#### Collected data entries
[Start of Attachment]
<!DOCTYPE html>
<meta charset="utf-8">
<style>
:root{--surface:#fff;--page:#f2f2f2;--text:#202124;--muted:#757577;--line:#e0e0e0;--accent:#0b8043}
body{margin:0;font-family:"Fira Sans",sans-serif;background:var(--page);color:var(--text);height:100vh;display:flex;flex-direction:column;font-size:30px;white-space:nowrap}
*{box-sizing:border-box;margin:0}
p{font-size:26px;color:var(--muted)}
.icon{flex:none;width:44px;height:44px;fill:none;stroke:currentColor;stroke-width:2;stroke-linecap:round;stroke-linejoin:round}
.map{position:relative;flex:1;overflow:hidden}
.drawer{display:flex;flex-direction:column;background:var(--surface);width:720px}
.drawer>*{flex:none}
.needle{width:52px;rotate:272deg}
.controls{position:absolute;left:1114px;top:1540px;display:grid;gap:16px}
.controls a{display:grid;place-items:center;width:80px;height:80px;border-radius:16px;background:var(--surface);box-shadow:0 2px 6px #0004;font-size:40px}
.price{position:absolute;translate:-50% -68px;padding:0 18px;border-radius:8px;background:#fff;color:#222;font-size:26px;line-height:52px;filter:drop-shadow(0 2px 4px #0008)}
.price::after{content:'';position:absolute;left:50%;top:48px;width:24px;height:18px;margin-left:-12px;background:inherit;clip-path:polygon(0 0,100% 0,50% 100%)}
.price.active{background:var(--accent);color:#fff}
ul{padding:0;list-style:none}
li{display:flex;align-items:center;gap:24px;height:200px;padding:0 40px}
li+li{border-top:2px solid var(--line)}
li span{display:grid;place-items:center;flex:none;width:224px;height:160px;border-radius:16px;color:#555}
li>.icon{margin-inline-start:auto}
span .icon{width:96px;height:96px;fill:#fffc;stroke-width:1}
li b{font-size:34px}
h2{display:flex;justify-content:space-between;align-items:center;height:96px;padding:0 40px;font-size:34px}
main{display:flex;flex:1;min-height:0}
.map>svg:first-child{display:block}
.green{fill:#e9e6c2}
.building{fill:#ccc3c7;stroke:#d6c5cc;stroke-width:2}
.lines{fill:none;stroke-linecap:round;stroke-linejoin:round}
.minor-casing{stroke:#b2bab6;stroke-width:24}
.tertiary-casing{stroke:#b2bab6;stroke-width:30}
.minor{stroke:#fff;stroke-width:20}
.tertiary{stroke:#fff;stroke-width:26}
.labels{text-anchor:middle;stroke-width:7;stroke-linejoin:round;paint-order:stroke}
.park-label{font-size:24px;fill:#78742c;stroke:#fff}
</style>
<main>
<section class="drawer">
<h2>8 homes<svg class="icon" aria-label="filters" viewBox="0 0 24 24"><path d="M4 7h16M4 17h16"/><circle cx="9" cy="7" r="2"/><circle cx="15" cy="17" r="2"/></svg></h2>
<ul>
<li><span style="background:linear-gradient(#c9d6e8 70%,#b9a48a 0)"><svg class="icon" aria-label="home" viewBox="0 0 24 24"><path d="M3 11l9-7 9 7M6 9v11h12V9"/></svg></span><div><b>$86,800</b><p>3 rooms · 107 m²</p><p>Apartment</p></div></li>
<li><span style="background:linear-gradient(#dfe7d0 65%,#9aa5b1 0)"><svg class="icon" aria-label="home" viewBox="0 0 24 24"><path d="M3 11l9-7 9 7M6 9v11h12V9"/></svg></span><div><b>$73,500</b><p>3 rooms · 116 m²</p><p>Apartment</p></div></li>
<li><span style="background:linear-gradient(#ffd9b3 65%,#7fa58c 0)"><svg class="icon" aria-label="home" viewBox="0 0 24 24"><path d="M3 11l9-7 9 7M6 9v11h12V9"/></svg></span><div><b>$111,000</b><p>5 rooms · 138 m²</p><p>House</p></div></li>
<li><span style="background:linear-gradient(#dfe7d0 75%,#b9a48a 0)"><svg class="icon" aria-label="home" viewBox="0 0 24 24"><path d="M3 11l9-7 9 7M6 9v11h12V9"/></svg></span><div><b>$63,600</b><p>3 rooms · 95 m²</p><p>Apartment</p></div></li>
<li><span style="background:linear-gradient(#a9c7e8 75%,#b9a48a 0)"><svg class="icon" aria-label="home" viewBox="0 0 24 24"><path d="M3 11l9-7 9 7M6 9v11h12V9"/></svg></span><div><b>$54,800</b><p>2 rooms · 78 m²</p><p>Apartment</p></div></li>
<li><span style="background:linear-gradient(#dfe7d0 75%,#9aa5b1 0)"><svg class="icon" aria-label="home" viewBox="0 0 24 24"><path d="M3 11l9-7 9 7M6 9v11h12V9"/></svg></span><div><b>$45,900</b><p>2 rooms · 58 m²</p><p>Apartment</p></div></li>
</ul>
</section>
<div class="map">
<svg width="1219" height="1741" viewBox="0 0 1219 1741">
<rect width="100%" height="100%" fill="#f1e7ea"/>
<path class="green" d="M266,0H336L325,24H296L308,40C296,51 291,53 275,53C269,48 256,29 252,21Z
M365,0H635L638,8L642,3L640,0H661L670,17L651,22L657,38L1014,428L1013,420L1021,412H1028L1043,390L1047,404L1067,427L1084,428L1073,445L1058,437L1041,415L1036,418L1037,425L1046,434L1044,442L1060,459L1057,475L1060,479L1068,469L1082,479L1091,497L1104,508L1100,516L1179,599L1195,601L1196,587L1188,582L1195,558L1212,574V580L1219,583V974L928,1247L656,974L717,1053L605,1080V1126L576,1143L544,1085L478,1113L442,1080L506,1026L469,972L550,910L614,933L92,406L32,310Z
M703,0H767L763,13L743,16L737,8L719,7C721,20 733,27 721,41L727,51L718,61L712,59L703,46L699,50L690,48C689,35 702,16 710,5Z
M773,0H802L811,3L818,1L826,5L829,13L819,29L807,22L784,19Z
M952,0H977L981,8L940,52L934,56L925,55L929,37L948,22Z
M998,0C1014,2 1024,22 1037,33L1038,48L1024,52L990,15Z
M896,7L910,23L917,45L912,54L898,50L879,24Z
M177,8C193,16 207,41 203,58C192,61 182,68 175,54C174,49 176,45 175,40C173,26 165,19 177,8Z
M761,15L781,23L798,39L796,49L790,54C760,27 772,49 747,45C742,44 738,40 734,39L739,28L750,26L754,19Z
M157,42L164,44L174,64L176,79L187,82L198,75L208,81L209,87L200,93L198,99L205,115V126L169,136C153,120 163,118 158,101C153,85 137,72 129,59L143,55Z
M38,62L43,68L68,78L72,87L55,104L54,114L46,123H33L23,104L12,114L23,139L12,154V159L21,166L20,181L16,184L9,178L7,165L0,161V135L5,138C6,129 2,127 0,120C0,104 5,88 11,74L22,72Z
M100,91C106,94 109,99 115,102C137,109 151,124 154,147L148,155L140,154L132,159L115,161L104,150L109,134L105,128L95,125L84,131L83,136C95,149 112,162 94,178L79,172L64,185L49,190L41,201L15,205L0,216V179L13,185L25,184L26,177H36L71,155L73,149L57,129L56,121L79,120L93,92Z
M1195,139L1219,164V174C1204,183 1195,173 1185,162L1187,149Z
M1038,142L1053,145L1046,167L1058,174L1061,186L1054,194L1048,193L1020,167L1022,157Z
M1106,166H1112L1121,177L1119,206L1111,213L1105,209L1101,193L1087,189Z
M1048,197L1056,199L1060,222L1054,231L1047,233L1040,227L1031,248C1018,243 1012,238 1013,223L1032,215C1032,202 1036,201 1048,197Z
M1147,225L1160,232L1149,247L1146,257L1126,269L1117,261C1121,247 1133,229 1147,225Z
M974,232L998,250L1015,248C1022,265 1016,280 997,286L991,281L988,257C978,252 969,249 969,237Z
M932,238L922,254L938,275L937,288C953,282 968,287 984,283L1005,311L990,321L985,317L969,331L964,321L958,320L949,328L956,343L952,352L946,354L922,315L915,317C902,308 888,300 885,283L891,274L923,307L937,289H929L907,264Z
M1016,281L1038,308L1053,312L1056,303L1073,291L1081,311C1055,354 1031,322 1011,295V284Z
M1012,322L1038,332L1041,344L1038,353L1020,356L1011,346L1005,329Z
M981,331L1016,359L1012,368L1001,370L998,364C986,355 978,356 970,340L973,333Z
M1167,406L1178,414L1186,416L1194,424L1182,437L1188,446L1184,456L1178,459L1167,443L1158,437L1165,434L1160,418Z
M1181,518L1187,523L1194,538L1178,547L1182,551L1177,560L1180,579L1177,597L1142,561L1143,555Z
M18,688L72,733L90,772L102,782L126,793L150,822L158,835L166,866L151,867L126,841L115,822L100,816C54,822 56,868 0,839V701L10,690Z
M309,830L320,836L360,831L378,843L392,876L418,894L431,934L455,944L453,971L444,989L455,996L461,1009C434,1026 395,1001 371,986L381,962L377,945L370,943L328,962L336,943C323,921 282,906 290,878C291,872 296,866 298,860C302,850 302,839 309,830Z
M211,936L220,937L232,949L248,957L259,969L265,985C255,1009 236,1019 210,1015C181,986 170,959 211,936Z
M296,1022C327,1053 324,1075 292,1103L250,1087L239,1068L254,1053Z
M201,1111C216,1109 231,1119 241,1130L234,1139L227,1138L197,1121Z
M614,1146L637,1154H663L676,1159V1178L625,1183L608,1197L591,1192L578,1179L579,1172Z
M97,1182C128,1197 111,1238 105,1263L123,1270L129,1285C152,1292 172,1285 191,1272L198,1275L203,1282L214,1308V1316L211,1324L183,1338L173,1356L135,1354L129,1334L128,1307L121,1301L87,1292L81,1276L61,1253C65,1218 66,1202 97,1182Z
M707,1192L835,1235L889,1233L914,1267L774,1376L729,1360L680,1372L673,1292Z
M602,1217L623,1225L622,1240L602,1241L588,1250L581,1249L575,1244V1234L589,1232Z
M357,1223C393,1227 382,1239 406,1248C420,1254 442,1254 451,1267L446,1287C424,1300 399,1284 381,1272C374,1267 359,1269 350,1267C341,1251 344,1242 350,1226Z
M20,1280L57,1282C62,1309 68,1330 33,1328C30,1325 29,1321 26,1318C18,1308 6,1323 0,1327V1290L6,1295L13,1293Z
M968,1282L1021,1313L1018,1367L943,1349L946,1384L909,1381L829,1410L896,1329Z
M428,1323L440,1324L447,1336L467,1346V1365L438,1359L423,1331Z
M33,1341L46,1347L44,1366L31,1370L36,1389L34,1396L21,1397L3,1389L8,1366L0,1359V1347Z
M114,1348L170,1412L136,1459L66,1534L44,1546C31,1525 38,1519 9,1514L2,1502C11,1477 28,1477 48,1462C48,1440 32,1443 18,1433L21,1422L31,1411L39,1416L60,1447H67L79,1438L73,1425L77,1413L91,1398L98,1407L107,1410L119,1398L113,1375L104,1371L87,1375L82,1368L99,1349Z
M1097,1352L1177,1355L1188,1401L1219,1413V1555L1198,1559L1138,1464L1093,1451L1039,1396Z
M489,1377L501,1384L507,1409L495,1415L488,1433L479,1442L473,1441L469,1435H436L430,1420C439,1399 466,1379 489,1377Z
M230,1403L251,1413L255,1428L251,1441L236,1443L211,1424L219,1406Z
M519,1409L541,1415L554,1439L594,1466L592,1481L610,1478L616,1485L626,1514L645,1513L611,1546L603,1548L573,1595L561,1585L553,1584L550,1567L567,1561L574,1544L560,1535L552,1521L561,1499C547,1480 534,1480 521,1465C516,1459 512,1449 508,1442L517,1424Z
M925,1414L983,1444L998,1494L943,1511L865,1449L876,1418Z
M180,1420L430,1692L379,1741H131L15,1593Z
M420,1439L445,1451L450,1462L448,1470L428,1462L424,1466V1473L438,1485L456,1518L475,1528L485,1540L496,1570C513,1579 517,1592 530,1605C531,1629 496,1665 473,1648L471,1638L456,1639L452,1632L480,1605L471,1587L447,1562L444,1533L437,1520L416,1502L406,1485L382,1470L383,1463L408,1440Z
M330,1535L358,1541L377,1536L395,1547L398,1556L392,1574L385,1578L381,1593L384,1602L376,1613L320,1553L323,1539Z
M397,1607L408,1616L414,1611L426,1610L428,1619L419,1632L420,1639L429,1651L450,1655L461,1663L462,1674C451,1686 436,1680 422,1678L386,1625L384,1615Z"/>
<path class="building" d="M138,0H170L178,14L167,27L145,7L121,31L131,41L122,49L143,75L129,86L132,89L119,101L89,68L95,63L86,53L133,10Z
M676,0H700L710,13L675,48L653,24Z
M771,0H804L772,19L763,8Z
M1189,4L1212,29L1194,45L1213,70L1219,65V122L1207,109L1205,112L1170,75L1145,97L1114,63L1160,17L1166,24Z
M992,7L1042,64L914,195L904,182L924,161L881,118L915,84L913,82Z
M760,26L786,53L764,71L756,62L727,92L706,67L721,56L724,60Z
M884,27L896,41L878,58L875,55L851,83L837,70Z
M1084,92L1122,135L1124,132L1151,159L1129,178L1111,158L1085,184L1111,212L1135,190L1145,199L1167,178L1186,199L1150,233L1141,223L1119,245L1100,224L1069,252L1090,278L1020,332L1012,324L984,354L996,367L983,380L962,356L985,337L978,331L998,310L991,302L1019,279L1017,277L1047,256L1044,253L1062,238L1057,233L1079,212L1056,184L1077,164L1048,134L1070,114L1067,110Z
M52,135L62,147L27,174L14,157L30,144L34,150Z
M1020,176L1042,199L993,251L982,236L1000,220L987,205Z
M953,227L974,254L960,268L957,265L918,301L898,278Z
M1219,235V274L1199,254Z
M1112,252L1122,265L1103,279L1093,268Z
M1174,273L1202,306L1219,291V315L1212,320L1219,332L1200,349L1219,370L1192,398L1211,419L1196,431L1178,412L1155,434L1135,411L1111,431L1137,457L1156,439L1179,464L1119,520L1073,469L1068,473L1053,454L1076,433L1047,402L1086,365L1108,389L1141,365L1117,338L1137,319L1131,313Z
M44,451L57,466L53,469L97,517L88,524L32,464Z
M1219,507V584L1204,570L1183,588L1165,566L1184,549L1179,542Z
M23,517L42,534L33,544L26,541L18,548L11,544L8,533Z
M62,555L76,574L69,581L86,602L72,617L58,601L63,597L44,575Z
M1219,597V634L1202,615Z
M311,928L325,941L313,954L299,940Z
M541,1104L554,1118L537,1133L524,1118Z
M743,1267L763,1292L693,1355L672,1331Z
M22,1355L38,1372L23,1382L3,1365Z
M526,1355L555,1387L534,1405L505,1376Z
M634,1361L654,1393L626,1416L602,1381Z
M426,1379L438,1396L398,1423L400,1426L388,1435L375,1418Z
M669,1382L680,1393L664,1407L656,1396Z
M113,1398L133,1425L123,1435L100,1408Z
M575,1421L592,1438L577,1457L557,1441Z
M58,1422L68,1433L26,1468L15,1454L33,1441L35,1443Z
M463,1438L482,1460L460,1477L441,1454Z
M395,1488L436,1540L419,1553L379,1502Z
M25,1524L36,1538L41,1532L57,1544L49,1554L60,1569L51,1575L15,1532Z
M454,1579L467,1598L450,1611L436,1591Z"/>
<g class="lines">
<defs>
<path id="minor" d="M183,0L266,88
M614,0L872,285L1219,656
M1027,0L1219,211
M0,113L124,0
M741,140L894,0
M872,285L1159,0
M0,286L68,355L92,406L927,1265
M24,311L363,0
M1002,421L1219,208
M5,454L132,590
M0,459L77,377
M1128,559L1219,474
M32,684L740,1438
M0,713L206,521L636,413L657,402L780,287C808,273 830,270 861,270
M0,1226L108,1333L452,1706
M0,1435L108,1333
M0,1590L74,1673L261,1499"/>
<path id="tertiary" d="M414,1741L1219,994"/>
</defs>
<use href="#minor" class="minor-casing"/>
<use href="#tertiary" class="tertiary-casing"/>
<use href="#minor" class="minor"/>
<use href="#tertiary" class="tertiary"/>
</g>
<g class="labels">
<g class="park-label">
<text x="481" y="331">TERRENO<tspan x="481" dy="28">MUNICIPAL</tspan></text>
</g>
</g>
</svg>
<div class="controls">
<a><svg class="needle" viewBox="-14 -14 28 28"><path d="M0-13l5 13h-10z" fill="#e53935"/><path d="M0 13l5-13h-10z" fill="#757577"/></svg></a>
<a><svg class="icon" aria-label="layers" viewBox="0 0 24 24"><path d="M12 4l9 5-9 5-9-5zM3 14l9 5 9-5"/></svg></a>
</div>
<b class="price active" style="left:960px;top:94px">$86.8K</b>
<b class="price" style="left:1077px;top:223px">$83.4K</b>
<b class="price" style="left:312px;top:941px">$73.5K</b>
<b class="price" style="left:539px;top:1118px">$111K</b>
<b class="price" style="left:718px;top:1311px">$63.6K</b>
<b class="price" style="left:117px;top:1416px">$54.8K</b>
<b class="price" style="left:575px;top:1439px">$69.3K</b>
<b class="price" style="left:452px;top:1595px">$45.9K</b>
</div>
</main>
[End of Attachment]
#### WHAT YOU HAVE TO DO
Repeat, exactly as they stand above, the lines from the line with "M992,7L1042,64L914,195L904,182L924,161L881,118L915,84L913,82Z" to the line with "M1112,252L1122,265L1103,279L1093,268Z", both lines included.

#### THE ANSWER
M992,7L1042,64L914,195L904,182L924,161L881,118L915,84L913,82Z
M760,26L786,53L764,71L756,62L727,92L706,67L721,56L724,60Z
M884,27L896,41L878,58L875,55L851,83L837,70Z
M1084,92L1122,135L1124,132L1151,159L1129,178L1111,158L1085,184L1111,212L1135,190L1145,199L1167,178L1186,199L1150,233L1141,223L1119,245L1100,224L1069,252L1090,278L1020,332L1012,324L984,354L996,367L983,380L962,356L985,337L978,331L998,310L991,302L1019,279L1017,277L1047,256L1044,253L1062,238L1057,233L1079,212L1056,184L1077,164L1048,134L1070,114L1067,110Z
M52,135L62,147L27,174L14,157L30,144L34,150Z
M1020,176L1042,199L993,251L982,236L1000,220L987,205Z
M953,227L974,254L960,268L957,265L918,301L898,278Z
M1219,235V274L1199,254Z
M1112,252L1122,265L1103,279L1093,268Z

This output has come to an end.